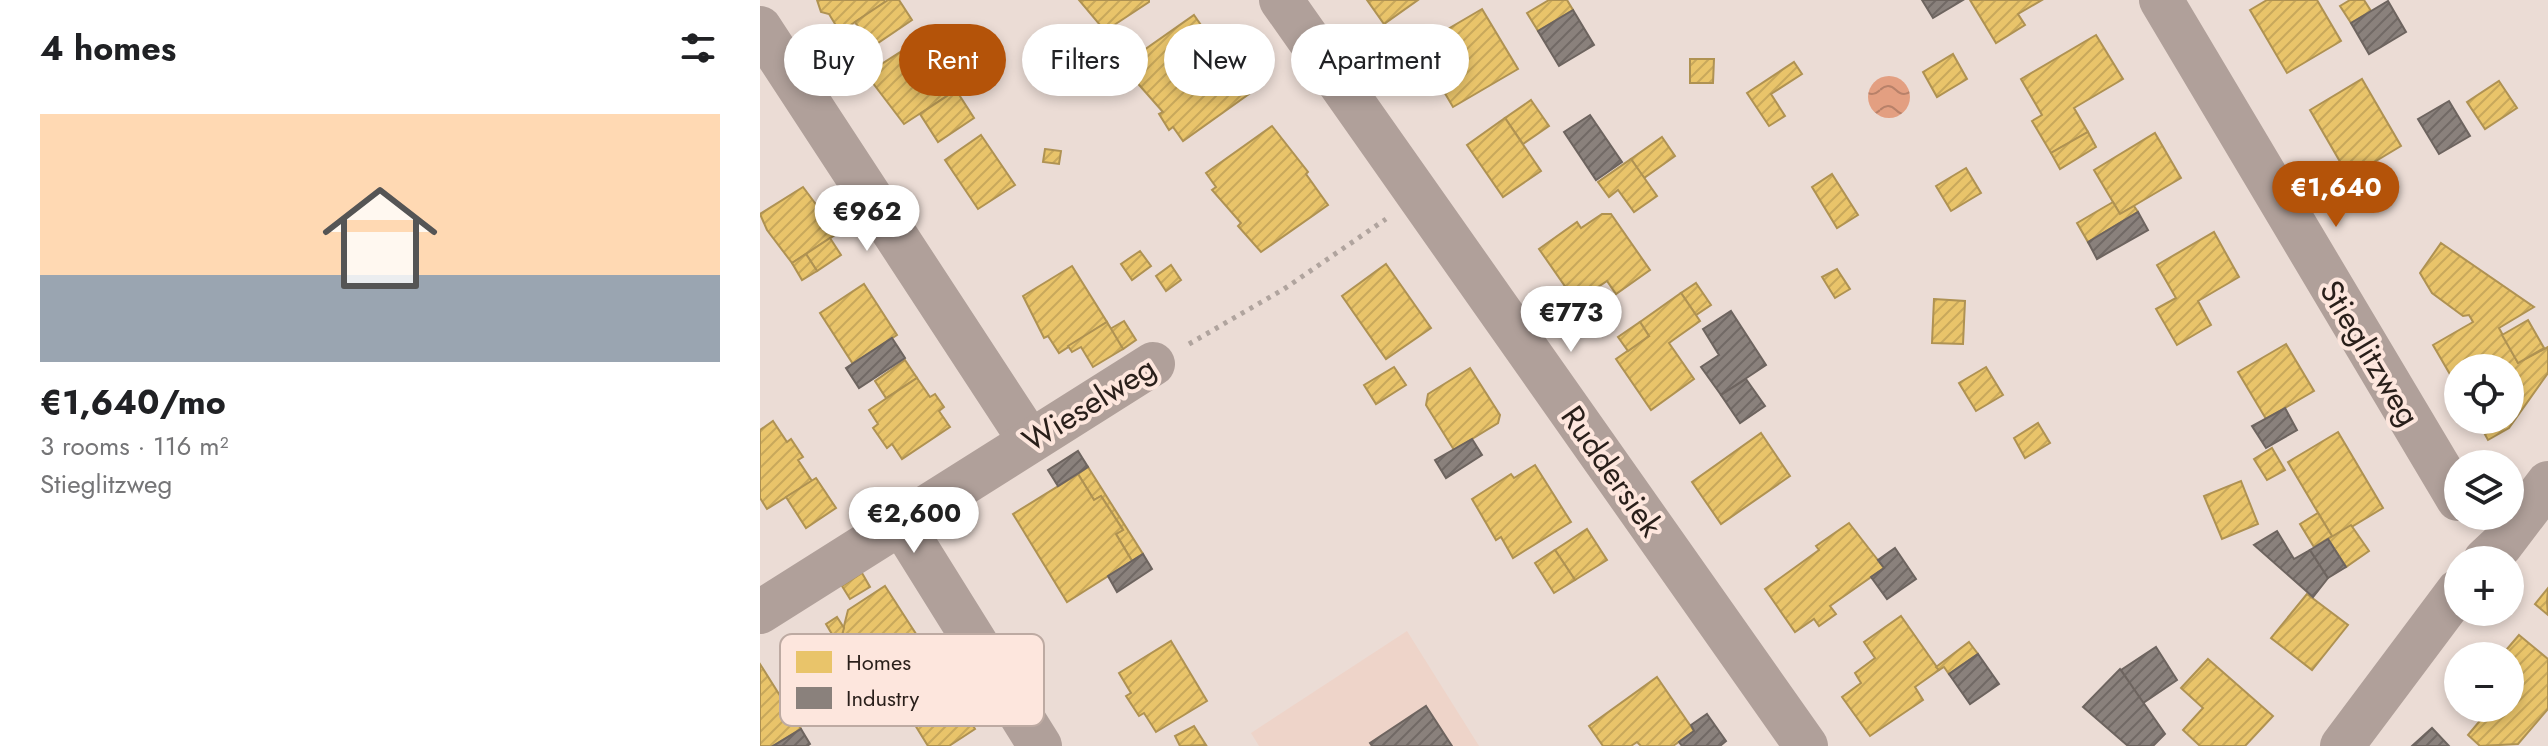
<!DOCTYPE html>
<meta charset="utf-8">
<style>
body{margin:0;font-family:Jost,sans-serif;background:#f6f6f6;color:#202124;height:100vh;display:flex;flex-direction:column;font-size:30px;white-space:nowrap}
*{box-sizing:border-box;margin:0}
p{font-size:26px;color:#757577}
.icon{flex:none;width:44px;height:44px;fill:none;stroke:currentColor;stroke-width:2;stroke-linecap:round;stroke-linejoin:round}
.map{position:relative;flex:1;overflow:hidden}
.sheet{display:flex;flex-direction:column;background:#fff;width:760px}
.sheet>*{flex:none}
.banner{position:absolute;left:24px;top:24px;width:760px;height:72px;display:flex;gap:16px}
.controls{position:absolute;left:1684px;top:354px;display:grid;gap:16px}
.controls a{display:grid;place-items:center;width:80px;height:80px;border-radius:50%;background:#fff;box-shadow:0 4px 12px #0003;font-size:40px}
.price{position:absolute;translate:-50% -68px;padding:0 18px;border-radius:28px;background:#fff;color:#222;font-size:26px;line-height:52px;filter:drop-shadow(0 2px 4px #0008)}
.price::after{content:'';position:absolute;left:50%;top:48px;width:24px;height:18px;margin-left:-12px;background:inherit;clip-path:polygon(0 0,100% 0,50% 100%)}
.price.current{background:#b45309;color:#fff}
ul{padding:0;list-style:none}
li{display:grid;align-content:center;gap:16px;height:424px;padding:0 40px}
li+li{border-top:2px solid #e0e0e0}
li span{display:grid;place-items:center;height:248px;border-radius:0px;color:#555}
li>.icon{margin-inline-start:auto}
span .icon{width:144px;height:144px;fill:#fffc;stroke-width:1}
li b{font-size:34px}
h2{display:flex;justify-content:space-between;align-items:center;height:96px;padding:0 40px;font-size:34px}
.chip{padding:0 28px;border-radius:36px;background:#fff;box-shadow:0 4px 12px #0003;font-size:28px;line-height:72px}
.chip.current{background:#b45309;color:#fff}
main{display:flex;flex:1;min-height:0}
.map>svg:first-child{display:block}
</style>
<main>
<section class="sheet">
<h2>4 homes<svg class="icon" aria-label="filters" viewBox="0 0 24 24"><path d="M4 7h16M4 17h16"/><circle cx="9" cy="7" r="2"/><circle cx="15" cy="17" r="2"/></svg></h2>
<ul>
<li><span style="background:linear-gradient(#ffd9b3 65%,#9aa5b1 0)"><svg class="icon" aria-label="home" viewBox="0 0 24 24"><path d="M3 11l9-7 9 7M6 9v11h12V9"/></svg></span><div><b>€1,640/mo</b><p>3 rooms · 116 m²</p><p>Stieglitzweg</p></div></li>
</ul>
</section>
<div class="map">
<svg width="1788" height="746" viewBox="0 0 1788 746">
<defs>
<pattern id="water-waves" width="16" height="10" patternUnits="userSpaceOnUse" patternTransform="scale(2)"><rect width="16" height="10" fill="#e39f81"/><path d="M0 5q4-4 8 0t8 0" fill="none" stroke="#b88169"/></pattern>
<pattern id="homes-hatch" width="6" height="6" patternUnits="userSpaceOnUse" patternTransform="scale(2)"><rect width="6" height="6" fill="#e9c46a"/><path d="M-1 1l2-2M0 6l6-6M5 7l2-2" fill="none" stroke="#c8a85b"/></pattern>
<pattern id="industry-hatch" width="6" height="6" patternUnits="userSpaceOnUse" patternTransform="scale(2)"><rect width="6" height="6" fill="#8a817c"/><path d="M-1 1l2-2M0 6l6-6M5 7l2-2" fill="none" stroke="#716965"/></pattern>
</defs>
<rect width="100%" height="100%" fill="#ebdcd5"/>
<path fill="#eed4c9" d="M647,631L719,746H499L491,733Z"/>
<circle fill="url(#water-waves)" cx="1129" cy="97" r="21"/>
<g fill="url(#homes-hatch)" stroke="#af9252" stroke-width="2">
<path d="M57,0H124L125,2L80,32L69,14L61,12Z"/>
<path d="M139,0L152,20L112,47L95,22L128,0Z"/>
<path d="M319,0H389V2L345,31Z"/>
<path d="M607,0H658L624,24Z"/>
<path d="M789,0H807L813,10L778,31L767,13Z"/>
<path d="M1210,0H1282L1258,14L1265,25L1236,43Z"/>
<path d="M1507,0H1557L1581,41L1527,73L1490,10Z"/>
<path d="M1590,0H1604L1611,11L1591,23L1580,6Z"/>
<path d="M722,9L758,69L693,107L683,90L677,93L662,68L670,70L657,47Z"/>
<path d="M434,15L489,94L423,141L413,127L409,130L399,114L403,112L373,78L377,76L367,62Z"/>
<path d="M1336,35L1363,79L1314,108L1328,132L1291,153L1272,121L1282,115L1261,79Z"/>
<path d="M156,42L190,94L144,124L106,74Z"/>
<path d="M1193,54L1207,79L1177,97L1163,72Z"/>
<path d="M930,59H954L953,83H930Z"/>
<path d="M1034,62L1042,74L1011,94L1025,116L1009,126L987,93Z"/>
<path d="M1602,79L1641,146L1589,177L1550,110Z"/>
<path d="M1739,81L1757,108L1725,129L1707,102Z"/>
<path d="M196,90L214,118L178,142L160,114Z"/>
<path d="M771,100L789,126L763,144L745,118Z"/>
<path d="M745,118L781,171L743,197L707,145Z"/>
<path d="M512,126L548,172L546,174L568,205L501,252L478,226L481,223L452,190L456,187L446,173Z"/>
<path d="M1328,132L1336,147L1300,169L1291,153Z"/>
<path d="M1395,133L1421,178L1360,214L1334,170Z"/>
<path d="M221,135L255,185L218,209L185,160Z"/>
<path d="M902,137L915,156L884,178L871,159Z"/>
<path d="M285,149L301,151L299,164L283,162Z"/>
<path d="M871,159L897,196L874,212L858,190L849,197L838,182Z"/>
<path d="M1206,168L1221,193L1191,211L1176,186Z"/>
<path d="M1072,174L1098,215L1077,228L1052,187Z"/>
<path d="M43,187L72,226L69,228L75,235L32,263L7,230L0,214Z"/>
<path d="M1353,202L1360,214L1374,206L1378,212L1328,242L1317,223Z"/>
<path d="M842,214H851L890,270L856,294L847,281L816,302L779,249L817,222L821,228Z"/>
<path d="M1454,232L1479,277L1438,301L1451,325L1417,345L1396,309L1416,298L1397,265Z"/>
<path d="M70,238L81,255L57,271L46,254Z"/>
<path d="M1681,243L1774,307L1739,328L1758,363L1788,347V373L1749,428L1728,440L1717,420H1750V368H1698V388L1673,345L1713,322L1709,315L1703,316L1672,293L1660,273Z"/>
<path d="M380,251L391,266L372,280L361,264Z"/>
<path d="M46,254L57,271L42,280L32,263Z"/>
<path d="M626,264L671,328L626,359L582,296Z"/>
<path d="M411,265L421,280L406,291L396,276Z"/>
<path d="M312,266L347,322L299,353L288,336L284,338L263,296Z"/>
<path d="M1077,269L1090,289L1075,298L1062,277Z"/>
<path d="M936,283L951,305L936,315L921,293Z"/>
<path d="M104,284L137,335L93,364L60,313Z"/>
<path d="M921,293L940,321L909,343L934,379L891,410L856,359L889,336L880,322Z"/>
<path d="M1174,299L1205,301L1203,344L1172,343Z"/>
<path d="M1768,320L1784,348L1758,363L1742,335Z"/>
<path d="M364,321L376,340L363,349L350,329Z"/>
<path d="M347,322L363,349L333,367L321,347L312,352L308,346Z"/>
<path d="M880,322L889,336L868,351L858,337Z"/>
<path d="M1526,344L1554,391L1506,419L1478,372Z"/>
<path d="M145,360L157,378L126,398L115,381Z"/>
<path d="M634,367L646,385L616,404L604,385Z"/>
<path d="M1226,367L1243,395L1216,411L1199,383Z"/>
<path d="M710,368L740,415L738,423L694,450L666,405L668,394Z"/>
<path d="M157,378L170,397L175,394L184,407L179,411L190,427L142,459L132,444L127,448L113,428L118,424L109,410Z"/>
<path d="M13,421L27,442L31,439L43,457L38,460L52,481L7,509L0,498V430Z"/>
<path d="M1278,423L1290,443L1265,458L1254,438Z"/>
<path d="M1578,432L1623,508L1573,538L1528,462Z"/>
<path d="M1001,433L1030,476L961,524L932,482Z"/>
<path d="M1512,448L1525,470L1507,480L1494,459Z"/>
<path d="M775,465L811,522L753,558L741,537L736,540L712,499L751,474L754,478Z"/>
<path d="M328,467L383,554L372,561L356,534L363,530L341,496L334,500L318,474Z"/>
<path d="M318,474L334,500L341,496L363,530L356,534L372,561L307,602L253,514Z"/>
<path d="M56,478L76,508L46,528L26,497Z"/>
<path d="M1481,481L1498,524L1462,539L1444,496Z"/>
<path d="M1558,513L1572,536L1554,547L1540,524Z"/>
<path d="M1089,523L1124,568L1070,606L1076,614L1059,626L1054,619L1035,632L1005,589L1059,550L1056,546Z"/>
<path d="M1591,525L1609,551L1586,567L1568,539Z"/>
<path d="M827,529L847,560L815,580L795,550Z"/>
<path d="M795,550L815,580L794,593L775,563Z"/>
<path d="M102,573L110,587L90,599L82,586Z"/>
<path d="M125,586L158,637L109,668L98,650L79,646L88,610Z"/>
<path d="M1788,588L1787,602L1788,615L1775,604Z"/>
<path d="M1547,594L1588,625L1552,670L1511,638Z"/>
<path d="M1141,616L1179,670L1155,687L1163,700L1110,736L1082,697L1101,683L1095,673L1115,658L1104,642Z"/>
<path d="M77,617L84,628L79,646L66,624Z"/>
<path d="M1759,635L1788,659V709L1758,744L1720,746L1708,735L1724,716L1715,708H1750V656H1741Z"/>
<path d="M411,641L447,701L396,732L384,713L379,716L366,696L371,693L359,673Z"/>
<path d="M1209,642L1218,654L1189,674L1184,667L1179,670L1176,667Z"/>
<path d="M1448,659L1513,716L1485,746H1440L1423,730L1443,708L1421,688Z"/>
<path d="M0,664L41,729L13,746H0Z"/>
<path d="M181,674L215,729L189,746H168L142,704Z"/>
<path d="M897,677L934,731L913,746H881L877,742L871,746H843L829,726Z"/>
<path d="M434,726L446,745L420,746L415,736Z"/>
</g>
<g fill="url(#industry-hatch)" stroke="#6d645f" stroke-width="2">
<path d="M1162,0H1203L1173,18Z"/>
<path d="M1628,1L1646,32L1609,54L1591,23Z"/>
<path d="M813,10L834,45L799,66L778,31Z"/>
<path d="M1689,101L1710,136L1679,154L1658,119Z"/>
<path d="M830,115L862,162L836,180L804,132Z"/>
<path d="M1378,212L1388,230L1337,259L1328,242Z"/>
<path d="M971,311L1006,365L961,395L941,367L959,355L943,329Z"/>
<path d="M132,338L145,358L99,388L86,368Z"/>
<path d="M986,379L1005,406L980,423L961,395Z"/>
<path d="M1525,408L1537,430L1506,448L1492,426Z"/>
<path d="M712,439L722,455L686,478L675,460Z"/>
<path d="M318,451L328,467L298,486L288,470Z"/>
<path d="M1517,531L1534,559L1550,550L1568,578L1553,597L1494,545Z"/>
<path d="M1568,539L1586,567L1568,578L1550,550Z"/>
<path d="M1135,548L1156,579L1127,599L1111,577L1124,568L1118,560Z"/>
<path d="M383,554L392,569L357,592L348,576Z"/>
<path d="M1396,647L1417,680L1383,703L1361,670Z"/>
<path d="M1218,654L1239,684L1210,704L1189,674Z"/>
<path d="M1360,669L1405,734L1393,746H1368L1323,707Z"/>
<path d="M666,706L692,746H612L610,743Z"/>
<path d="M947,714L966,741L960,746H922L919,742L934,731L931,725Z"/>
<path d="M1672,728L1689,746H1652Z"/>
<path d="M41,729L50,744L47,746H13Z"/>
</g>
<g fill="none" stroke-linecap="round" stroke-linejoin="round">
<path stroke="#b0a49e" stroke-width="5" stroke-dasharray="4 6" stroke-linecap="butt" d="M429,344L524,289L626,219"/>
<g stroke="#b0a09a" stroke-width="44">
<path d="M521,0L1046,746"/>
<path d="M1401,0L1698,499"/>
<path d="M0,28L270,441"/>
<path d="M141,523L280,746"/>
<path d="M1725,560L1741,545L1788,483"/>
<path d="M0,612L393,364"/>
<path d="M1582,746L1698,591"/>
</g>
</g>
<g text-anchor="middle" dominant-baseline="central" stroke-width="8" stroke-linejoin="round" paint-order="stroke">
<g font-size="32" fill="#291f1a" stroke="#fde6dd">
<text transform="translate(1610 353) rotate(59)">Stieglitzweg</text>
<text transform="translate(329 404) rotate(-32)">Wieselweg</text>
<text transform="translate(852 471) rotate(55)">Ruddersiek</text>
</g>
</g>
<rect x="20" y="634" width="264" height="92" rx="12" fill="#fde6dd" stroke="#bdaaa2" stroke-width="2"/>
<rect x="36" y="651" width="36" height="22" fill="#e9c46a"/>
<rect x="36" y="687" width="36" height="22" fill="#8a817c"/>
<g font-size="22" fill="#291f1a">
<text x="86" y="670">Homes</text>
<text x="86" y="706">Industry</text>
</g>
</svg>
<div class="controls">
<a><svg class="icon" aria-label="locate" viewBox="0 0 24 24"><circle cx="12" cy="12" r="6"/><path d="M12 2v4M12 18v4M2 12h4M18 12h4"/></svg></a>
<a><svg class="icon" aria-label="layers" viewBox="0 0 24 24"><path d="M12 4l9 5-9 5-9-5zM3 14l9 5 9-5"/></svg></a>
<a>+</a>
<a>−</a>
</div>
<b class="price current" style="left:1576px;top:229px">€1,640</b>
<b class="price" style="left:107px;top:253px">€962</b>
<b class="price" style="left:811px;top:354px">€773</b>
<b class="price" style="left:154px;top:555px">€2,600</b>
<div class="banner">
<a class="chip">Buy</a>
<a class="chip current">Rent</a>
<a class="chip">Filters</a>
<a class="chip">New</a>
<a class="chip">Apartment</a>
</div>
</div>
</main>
- - - -
| ASSIGNMENT |
List each line of the entries that holds the string "sheet".

| RESULT OF THIS TASK |
.sheet{display:flex;flex-direction:column;background:#fff;width:760px}
.sheet>*{flex:none}
<section class="sheet">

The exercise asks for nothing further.